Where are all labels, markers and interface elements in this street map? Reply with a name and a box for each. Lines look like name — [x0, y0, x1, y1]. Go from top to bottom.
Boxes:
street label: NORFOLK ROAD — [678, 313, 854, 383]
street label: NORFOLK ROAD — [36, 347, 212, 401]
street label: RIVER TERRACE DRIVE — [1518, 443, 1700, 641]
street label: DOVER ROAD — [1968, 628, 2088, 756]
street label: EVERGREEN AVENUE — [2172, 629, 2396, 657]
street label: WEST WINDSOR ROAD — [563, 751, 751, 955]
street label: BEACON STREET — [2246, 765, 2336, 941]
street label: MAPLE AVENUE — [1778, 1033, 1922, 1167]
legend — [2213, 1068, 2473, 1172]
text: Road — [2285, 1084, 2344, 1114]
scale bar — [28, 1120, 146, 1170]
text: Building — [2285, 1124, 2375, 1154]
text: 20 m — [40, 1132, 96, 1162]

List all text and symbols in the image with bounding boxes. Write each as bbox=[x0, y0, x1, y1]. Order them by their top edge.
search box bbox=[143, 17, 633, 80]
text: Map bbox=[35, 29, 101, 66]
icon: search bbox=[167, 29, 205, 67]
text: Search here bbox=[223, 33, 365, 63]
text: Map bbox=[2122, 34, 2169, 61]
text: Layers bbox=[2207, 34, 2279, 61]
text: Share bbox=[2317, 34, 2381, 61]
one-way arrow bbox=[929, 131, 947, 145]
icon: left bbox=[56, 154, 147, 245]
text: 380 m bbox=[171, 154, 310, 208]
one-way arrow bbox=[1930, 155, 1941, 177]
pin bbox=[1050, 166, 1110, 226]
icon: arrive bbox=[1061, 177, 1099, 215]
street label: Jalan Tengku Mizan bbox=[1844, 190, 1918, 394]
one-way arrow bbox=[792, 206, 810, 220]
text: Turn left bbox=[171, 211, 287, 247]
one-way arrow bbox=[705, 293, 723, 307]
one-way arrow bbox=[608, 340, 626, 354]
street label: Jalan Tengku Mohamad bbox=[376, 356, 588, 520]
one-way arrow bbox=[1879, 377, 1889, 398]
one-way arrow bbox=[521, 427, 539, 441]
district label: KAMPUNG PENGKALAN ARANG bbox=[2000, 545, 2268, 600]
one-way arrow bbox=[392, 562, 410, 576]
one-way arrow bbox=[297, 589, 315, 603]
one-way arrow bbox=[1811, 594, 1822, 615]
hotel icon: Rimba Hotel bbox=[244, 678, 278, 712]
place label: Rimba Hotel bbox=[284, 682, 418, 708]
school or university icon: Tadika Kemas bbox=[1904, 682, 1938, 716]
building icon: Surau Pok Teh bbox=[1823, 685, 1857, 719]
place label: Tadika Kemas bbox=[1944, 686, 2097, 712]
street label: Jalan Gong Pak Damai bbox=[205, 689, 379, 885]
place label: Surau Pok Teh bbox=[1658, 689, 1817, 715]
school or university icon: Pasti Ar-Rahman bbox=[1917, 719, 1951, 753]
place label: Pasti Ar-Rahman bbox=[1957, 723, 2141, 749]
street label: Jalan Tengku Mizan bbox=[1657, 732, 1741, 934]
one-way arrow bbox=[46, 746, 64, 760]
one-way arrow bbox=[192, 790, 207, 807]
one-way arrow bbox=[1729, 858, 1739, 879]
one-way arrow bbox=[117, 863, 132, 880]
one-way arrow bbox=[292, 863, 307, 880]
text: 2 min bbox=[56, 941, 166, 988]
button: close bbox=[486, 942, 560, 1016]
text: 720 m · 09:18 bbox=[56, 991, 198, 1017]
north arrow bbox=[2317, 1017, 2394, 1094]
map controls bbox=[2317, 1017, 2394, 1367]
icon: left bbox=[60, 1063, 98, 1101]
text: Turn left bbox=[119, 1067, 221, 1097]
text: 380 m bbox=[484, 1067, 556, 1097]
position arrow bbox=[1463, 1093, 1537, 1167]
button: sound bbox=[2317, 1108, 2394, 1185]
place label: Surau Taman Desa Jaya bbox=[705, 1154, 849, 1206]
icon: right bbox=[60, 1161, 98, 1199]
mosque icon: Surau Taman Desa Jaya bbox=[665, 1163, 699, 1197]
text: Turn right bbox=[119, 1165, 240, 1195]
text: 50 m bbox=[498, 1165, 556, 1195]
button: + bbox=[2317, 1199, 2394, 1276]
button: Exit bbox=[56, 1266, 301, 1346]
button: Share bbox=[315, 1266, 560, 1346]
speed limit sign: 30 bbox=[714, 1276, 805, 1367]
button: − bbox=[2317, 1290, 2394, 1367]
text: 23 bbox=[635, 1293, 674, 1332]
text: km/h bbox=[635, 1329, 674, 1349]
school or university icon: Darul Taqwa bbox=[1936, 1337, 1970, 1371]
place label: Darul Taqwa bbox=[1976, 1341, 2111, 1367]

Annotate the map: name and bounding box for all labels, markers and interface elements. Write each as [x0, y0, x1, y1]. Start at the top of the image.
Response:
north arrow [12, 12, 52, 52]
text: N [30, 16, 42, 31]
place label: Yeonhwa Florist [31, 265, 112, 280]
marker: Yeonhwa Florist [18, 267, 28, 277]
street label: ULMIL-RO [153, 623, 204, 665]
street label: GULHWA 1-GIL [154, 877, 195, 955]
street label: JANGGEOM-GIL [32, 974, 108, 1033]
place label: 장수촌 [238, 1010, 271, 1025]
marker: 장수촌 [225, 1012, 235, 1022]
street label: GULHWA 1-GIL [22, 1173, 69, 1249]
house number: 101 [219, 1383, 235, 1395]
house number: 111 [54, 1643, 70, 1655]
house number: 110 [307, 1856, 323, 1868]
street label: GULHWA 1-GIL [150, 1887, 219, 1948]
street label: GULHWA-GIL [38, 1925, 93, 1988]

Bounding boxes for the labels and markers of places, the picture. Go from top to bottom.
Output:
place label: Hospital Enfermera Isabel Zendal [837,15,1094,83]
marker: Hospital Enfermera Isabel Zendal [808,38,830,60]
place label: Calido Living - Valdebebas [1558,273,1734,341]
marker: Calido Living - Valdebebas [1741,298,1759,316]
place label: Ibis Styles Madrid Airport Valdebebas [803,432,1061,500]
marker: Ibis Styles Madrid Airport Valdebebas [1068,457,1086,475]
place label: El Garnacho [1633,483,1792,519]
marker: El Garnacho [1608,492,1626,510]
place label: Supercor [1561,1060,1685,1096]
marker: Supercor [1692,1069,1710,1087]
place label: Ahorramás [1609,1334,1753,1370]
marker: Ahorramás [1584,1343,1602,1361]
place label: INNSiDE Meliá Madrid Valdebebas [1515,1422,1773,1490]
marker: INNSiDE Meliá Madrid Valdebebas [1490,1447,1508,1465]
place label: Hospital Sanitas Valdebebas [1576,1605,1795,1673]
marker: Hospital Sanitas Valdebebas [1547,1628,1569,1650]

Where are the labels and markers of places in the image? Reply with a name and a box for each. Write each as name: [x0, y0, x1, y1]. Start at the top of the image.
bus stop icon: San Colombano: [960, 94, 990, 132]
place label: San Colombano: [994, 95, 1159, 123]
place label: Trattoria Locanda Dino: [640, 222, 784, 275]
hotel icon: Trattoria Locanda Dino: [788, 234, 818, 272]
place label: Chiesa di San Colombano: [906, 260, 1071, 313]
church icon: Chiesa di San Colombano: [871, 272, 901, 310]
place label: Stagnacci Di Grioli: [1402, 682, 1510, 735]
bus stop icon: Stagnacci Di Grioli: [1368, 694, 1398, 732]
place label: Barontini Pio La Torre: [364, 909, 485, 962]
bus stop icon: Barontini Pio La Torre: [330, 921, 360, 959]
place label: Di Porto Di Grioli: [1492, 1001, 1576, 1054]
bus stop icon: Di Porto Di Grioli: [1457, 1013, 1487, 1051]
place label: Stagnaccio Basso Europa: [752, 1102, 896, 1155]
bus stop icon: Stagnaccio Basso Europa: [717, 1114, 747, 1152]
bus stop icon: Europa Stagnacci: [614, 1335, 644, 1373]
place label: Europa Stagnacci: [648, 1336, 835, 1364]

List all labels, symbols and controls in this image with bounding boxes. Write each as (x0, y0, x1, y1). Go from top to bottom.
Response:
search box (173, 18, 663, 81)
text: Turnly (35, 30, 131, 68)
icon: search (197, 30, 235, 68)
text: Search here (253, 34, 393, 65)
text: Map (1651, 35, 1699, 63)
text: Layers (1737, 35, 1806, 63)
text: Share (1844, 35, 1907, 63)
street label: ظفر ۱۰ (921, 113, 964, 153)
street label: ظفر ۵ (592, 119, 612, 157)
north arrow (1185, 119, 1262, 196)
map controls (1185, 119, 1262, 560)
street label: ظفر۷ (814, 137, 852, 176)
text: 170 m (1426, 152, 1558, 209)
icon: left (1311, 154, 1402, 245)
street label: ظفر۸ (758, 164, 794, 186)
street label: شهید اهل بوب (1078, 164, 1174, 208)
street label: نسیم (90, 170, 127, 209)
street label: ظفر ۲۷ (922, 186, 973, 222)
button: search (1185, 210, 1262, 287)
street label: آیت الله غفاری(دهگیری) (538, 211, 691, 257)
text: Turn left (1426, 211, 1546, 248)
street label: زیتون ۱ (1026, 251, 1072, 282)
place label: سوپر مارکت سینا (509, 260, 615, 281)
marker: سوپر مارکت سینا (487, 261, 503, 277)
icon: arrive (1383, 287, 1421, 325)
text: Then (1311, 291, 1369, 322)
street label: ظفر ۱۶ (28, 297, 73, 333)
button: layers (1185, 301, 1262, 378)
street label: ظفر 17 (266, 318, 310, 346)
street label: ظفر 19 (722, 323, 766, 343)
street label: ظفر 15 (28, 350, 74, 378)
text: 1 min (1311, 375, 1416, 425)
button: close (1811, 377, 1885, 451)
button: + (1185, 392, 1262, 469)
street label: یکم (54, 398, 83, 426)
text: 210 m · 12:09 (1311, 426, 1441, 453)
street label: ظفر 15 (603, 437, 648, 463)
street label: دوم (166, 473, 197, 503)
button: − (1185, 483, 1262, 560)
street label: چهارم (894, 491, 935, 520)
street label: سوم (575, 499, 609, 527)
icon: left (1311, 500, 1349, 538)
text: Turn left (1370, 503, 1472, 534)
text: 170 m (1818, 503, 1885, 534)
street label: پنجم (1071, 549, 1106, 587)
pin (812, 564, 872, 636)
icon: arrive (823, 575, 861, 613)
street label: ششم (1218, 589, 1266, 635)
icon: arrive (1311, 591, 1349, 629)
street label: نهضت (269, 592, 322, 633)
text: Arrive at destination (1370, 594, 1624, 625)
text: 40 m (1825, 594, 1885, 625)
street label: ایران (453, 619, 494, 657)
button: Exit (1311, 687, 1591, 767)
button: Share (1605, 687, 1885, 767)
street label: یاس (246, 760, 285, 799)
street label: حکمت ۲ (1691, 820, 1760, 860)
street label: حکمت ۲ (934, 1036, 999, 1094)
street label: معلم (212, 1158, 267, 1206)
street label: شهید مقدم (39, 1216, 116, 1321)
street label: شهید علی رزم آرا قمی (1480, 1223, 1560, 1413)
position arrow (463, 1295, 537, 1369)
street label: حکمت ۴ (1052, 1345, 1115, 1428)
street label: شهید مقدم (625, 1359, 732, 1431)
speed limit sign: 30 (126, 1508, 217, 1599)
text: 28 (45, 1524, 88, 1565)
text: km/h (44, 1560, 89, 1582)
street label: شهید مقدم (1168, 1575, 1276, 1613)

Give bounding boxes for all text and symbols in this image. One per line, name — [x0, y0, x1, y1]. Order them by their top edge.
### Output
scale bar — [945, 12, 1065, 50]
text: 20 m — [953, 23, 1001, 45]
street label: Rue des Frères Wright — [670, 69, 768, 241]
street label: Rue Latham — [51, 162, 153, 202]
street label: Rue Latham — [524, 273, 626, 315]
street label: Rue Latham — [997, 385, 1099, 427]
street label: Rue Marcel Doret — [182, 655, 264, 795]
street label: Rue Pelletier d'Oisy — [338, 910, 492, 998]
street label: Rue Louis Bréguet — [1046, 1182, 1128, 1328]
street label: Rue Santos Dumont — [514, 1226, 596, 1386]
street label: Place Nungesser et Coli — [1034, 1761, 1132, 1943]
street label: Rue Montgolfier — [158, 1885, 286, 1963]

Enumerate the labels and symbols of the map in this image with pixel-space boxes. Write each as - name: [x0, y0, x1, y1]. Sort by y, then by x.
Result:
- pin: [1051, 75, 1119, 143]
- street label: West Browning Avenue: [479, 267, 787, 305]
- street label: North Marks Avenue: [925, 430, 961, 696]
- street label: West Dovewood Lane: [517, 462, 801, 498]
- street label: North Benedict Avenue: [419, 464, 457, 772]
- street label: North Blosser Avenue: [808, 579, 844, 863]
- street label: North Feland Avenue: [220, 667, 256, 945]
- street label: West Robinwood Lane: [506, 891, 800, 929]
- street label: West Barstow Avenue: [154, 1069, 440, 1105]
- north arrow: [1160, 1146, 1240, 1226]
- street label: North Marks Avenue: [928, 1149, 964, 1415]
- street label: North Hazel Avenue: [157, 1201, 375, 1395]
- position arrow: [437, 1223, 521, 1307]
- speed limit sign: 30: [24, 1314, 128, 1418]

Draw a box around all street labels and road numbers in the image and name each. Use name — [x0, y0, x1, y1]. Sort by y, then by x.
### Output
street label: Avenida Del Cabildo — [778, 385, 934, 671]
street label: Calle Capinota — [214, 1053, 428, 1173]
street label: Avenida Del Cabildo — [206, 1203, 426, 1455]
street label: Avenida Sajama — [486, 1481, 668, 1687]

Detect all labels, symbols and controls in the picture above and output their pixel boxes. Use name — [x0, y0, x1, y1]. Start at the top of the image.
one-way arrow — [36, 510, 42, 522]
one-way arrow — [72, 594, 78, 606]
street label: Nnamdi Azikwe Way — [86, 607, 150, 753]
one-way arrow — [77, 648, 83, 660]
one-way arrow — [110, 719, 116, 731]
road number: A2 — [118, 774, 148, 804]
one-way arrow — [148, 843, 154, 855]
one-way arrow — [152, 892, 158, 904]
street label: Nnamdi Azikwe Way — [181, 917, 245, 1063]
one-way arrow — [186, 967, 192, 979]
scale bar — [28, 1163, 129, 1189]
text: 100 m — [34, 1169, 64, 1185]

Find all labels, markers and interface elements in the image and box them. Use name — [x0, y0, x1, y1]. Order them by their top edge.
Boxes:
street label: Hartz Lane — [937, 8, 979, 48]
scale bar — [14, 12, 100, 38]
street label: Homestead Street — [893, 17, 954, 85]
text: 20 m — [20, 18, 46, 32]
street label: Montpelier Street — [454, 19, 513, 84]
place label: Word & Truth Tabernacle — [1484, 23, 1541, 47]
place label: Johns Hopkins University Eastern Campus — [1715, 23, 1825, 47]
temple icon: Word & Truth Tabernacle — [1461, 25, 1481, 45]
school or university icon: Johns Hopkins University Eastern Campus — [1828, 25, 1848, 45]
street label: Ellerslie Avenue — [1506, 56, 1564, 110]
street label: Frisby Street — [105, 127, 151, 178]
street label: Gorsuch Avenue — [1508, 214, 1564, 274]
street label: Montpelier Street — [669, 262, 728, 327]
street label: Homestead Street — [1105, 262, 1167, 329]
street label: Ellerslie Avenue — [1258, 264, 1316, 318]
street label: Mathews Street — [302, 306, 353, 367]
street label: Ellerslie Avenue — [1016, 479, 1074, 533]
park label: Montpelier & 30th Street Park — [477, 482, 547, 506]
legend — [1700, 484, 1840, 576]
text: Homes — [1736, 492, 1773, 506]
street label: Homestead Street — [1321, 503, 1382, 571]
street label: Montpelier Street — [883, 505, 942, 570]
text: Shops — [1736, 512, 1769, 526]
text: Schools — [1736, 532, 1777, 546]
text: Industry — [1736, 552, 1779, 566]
━━━━━━━━━━━━━━━━━━━━━━━━━━━━━━
Copy down every line of the material above that includes the string "Isabel".

THE COMPLETED TASK:
place label: Hospital Enfermera Isabel Zendal [837,15,1094,83]
marker: Hospital Enfermera Isabel Zendal [808,38,830,60]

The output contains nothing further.